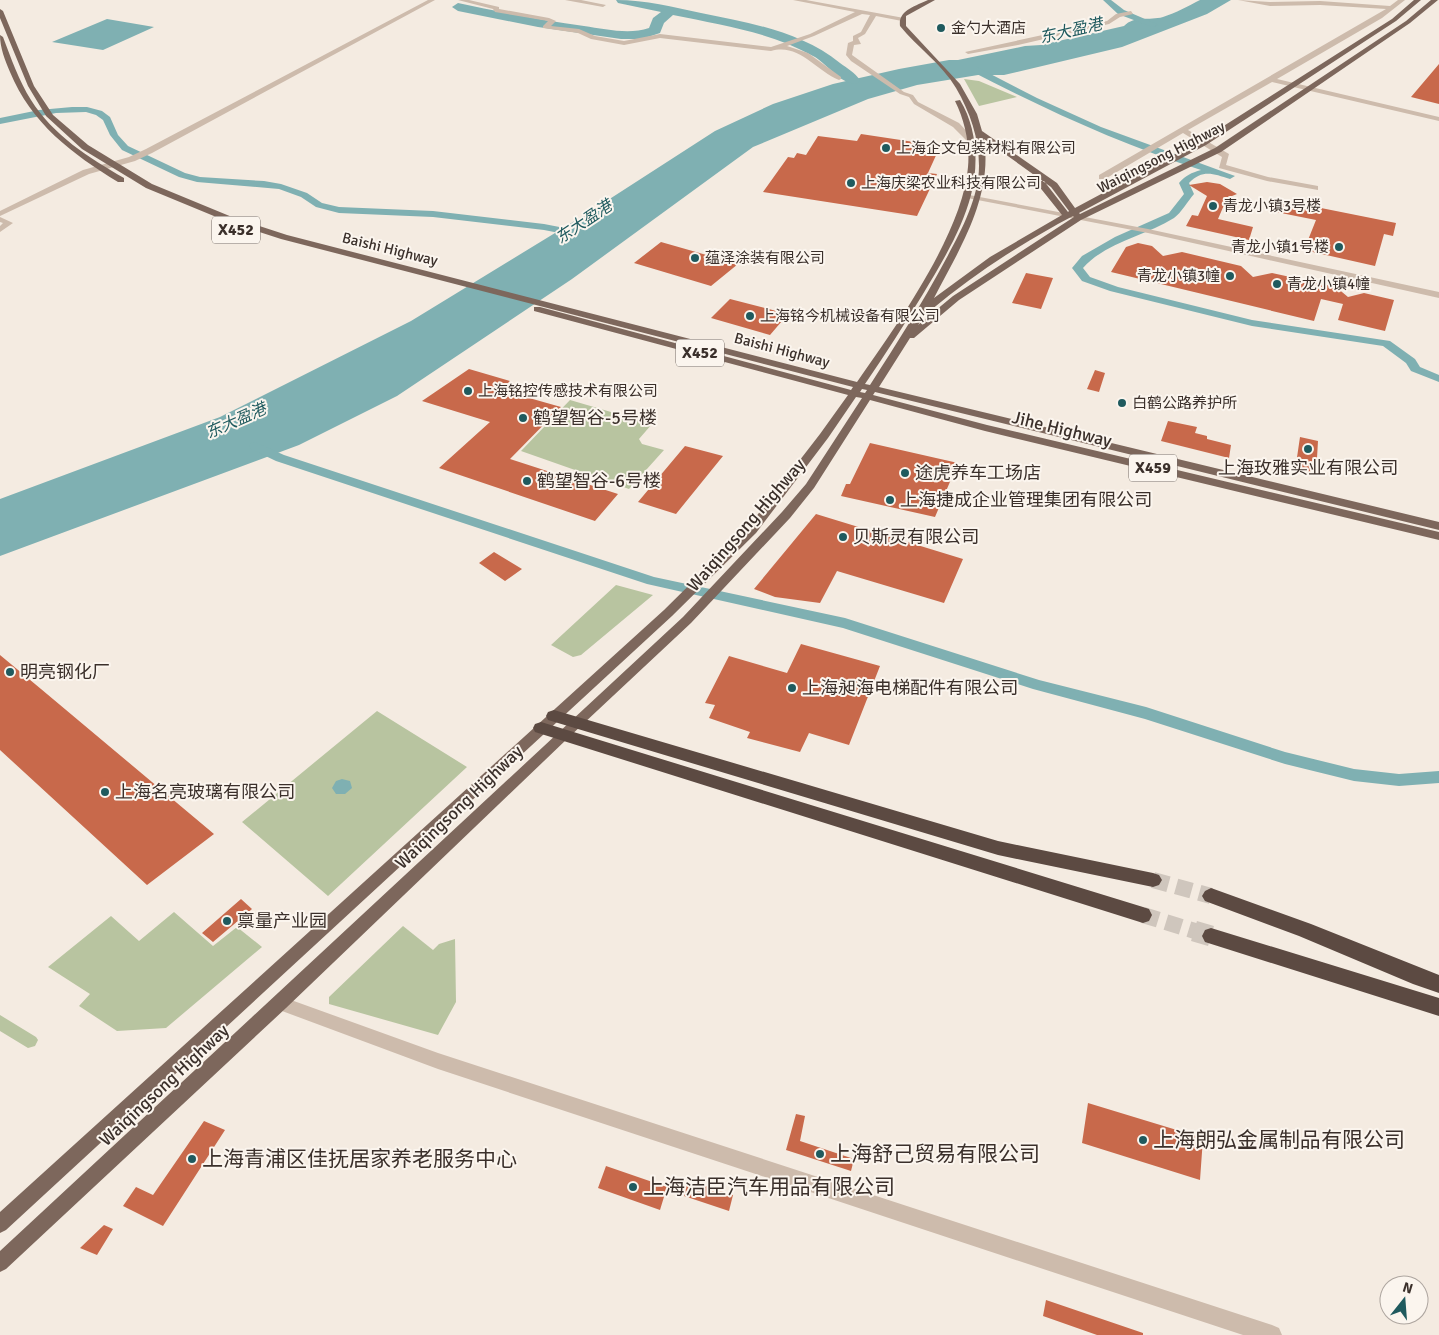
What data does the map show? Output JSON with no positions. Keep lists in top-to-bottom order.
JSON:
{
  "streets": {
    "main road": [
      "Waiqingsong Highway",
      "X452",
      "Baishi Highway",
      "Jihe Highway",
      "X459"
    ]
  },
  "crossings": [
    ["Waiqingsong Highway", "Baishi Highway"],
    ["Waiqingsong Highway", "Jihe Highway"],
    ["Baishi Highway", "Jihe Highway"]
  ],
  "water": ["东大盈港"],
  "places": [
    "金勺大酒店",
    "上海企文包装材料有限公司",
    "上海庆梁农业科技有限公司",
    "青龙小镇3号楼",
    "青龙小镇1号楼",
    "蕴泽涂装有限公司",
    "青龙小镇3幢",
    "青龙小镇4幢",
    "上海铭今机械设备有限公司",
    "上海铭控传感技术有限公司",
    "白鹤公路养护所",
    "鹤望智谷-5号楼",
    "上海玫雅实业有限公司",
    "途虎养车工场店",
    "鹤望智谷-6号楼",
    "上海捷成企业管理集团有限公司",
    "贝斯灵有限公司",
    "明亮钢化厂",
    "上海昶海电梯配件有限公司",
    "上海名亮玻璃有限公司",
    "禀量产业园",
    "上海朗弘金属制品有限公司",
    "上海舒己贸易有限公司",
    "上海青浦区佳抚居家养老服务中心",
    "上海洁臣汽车用品有限公司"
  ],
  "north": "top"
}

______

* [Action item]:
Return every line from the records above that holds the word "Jihe".

* [Solved exercise]:
      "Jihe Highway",
    ["Waiqingsong Highway", "Jihe Highway"],
    ["Baishi Highway", "Jihe Highway"]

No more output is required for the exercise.